In particular, Runyang has planned 2GW of component production capacity in the United States. Against the backdrop of the United States' comprehensive containment of Chinese photovoltaic companies, overseas production capacity channels now have a certain scarcity. According to financial magazines, "This 2GW of component production capacity is very precious, and it is now more difficult to invest in new production capacity in the United States."
According to previous articles in Financial Breakfast, the price of photovoltaic products in the United States is much higher than in China. Therefore, entering the US market is an important goal for many companies, and Tongwei想必 wants to enter the US market indirectly through mergers and acquisitions. According to financial magazines, Runyang has become a brand that has successfully entered the top five of US photovoltaic components. The company's 2024 full-year overseas component shipment target is expected to be around 6.5GW.
The path to going overseas is destined to be bumpy, not smooth, and the overseas experience of Longi Green Energy may provide some inspiration for Tongwei Shares.Although Longi Green Energy has always been a pioneer and strong player in the overseas market, it has faced frequent setbacks in the past two years. The most significant impacts have been on the U.S. market and Southeast Asian production capacity. The hardships and twists involved are far too complex to be described in a few words. Whether it's the U.S.'s changing subsidy policies, temporary detention of photovoltaic modules, or the suspension of tariff exemptions in Southeast Asia.
During a previous investor communication, Longi Green Energy's President, Li Zhenguo, also stated that the company has suffered losses of tens of billions in its U.S. business and Southeast Asian production capacity over the past two to three years, and the negative impact of this year's adjustment in Southeast Asian production capacity has yet to begin to manifest.

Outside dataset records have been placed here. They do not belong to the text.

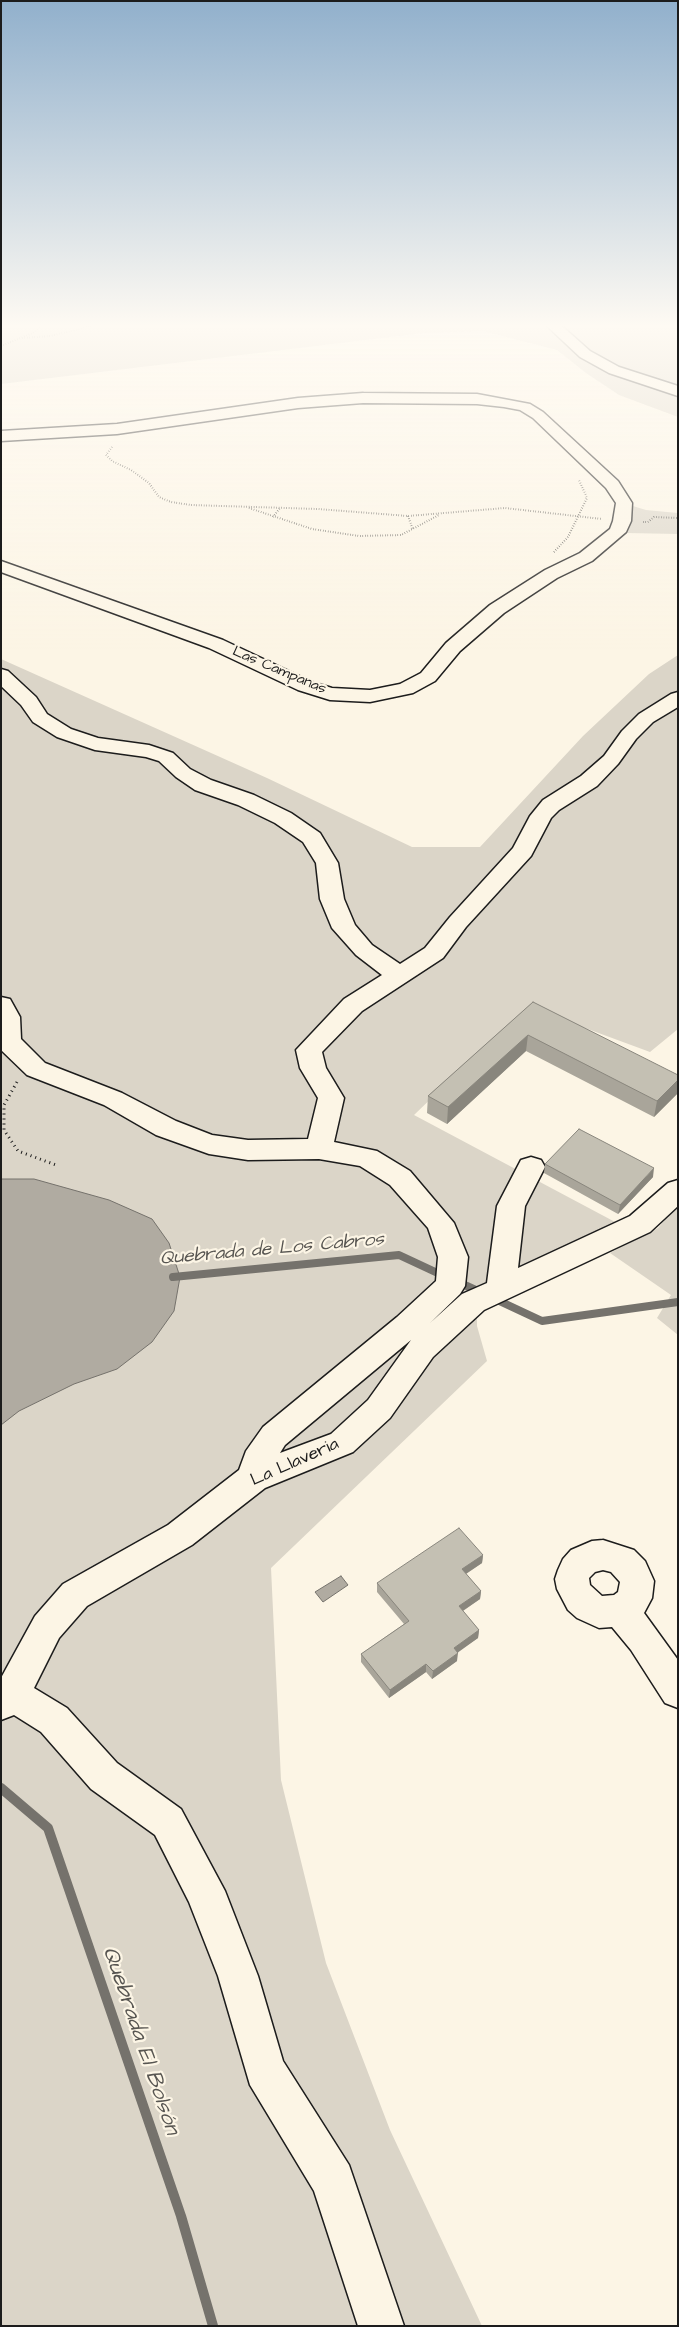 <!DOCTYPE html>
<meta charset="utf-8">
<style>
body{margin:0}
#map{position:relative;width:679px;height:2327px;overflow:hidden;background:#fcf5e5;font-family:"Architects Daughter",sans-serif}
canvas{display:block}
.frame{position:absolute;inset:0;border:2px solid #1c1c1c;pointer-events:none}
</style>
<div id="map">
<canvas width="679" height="2327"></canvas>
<div class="frame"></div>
</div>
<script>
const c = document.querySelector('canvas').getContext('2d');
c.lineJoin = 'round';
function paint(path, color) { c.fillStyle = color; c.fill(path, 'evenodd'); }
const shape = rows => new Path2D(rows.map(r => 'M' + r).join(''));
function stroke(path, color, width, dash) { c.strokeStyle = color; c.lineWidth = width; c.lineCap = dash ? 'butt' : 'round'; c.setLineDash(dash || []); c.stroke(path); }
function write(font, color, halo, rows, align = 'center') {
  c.font = font + ' "Architects Daughter",sans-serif'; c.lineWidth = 4.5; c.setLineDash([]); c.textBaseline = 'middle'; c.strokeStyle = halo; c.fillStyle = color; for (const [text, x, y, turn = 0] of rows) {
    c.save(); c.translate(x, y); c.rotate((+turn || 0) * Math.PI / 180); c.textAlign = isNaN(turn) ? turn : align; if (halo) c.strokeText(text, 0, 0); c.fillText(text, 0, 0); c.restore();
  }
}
const green = shape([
 [1,326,678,326,678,417,619,395,586,373,557,350,483,331,424,333,1,384],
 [633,506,646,510,678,513,678,534,625,533],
 [678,655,678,1029,650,1052,539,1011,492,1040,414,1115,617,1223,477,1292,477,1326,487,1361,271,1568,281,1780,326,1963,390,2130,482,2326,1,2326,1,659,267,778,412,847,480,847,583,736,649,674],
 [678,1205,678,1335,657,1318,671,1295,610,1253,658,1228]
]);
const water = shape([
 [1,1179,34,1179,109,1200,152,1219,169,1243,180,1277,174,1311,152,1342,117,1369,74,1384,19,1411,1,1425,1,1179],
 [341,1576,348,1585,323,1602,315,1592,341,1576]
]);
const streamFar1 = shape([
 [173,1277,399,1255,444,1276],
 [458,1282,480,1292],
 [495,1299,542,1321,678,1302]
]);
const stream = shape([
 [1,1788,48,1828,181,2216,213,2326]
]);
const pathFar1 = shape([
 [22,338,50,336,93,326],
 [1,346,33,333,41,326],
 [112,447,106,455,112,461,131,470,149,483,159,497,171,502,191,505,318,509,408,516,505,508,602,519],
 [249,508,312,529,359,536,401,535,439,515],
 [408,516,413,530],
 [273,517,280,508],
 [643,522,648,522,654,517,678,518],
 [554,552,568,537,587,498,579,480]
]);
const path = shape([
 [17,1082,4,1105,4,1130,18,1151,56,1165]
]);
const minor = shape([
 [547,326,562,326,590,351,619,367,678,386,678,396,609,373,580,357,547,326],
 [363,393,477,394,530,404,543,412,618,481,632,503,631,521,626,532,592,561,557,578,504,613,460,651,435,681,413,693,370,702,330,700,298,690,209,648,1,572,1,561,223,640,312,682,332,688,370,690,400,684,421,673,446,643,490,605,545,570,580,553,610,529,613,521,616,503,606,488,533,418,520,410,504,407,477,404,363,403,298,408,117,434,1,441,1,431,117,424,298,398,363,393],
 [1,669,8,671,36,697,47,714,71,729,98,738,149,745,173,753,190,769,211,780,254,795,291,813,320,833,338,863,344,899,355,925,372,945,400,964,425,948,450,917,513,848,530,816,543,800,581,776,604,756,622,731,639,714,671,694,678,692,678,707,653,722,636,739,618,764,597,786,559,810,551,818,531,856,466,927,443,958,362,1011,322,1052,326,1068,344,1098,334,1142,377,1151,410,1171,454,1223,468,1257,465,1286,460,1294,430,1323,462,1294,487,1283,497,1206,521,1160,531,1157,541,1160,545,1167,525,1206,518,1268,630,1216,668,1183,678,1180,678,1206,650,1232,484,1310,433,1357,390,1418,353,1452,265,1488,192,1545,87,1606,59,1638,34,1688,67,1708,117,1763,181,1809,225,1891,258,1976,283,2061,349,2165,404,2326,358,2326,314,2191,250,2085,218,1976,189,1902,155,1835,91,1789,41,1732,14,1715,1,1720,1,1678,35,1616,63,1584,168,1525,239,1470,246,1451,263,1427,397,1317,436,1281,438,1257,428,1228,390,1185,360,1166,319,1159,248,1160,209,1154,156,1135,104,1105,27,1075,1,1050,1,997,10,999,20,1017,21,1039,45,1063,122,1093,176,1121,212,1135,248,1140,308,1139,318,1098,300,1068,296,1050,344,999,382,975,356,955,332,928,320,899,316,863,303,842,275,823,238,805,195,790,176,777,159,761,146,757,95,750,57,737,33,722,21,705,1,686,1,669],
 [411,1340,368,1400,331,1434,280,1453,285,1445,411,1340],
 [603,1540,634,1550,645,1561,654,1581,652,1598,644,1613,678,1660,678,1708,665,1703,631,1650,612,1627,599,1628,577,1618,568,1610,557,1589,555,1579,558,1570,563,1559,571,1550,592,1541,603,1540],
 [603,1570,611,1572,620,1582,618,1592,614,1595,602,1596,590,1585,589,1578,595,1572,603,1570]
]);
const wall = shape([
 [533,1002,678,1093,654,1117,526,1051,447,1124,427,1113,428,1096],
 [545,1164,653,1177,618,1214,544,1173],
 [483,1555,482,1563,466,1574,481,1591,480,1599,463,1611,479,1630,478,1638,457,1652,457,1661,432,1679,426,1672,389,1698,361,1662,361,1654,404,1624,377,1592,377,1583]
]);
const shadedWall = shape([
 [528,1035,526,1051,447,1124,448,1107],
 [678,1080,678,1093,654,1117,657,1101],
 [654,1168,653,1177,618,1214,620,1205],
 [483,1555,482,1563,461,1577,462,1569],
 [481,1591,480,1599,458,1614,459,1606],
 [479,1630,478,1638,453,1656,454,1648],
 [458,1653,457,1661,432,1679,433,1671],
 [426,1664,426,1672,389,1698,390,1690]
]);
const building = shape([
 [533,1002,678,1075,678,1080,657,1101,528,1035,448,1107,428,1096,533,1002],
 [579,1129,654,1168,620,1205,545,1164,579,1129],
 [459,1528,483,1555,462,1569,481,1591,459,1606,479,1630,454,1648,458,1653,433,1671,426,1664,390,1690,361,1654,409,1621,377,1583,459,1528]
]);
const farStreetnames = [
 ["Las Campanas",279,671,23]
];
const streetNames = [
 ["La Llaveria",295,1463,-24]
];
const waterNames = [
 ["Quebrada de Los Cabros",272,1250,-5]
];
const nearWaternames = [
 ["Quebrada El Bolsón",140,2041,71]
];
paint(green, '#dbd5c8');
paint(water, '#b0aba1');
stroke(water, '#75726c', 1);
stroke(streamFar1, '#75726c', 8);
stroke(stream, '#75726c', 10);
stroke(minor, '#1c1c1c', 3);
stroke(pathFar1, '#1c1c1c', 2, [0.5, 2]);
stroke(path, '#1c1c1c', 3, [1, 4]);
paint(minor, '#fcf5e5');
paint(wall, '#a9a59a');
paint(shadedWall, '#89867d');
paint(building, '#c4c0b3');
stroke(building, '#89867d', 1);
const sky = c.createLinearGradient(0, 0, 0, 652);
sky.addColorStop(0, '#91b0cc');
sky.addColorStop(0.5, '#fefaf3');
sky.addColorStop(1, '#fefaf300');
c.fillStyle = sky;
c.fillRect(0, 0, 679, 652);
write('15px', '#1c1c1c', '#fcf5e5', farStreetnames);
write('18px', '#1c1c1c', '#fcf5e5', streetNames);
write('italic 19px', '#575551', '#fcf5e5', waterNames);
write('italic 22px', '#575551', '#fcf5e5', nearWaternames);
</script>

Longi Green Energy is indeed facing a complex international situation. During the reporting period, the U.S. canceled the two-year tariff exemption for photovoltaic modules imported from Southeast Asia and initiated anti-dumping and countervailing investigations on photovoltaic cells and modules originating from four Southeast Asian countries (Cambodia, Malaysia, Thailand, Vietnam); India's ALMM list took effect; Brazil and South Africa imposed additional tariffs on the import of photovoltaic products.
Longi Green Energy has chosen to firmly bet on BC technology. According to the author's statistics, the term "BC" appeared 31 times in the 247-page semi-annual report. According to the report, the company has achieved a mass production technology breakthrough for HPBC 2.0, with the battery mass production line fully operational and the technical costs fully meeting the standards. Based on the BC technology platform, a product layout covering both centralized and distributed scenarios has been formed.
The financial report further points out that the HPBC 2.0 products will enter the market on a large scale by the end of 2024. It is expected that by the end of 2025, the company's BC production capacity will reach 70GW (with HPBC 2.0 capacity of about 50GW), and by the end of 2026, the domestic battery base is planned to be fully migrated to BC products.
In conclusion, in the cold winter, cash is the fat of a company, determining how long the company can survive. And ample cash reserves also indicate that, at least for Longi and Tongwei, the current stage is still in the loss provision phase, and the loss of cash is still a distant myth. However, to successfully weather the winter, comprehensive efforts are still needed.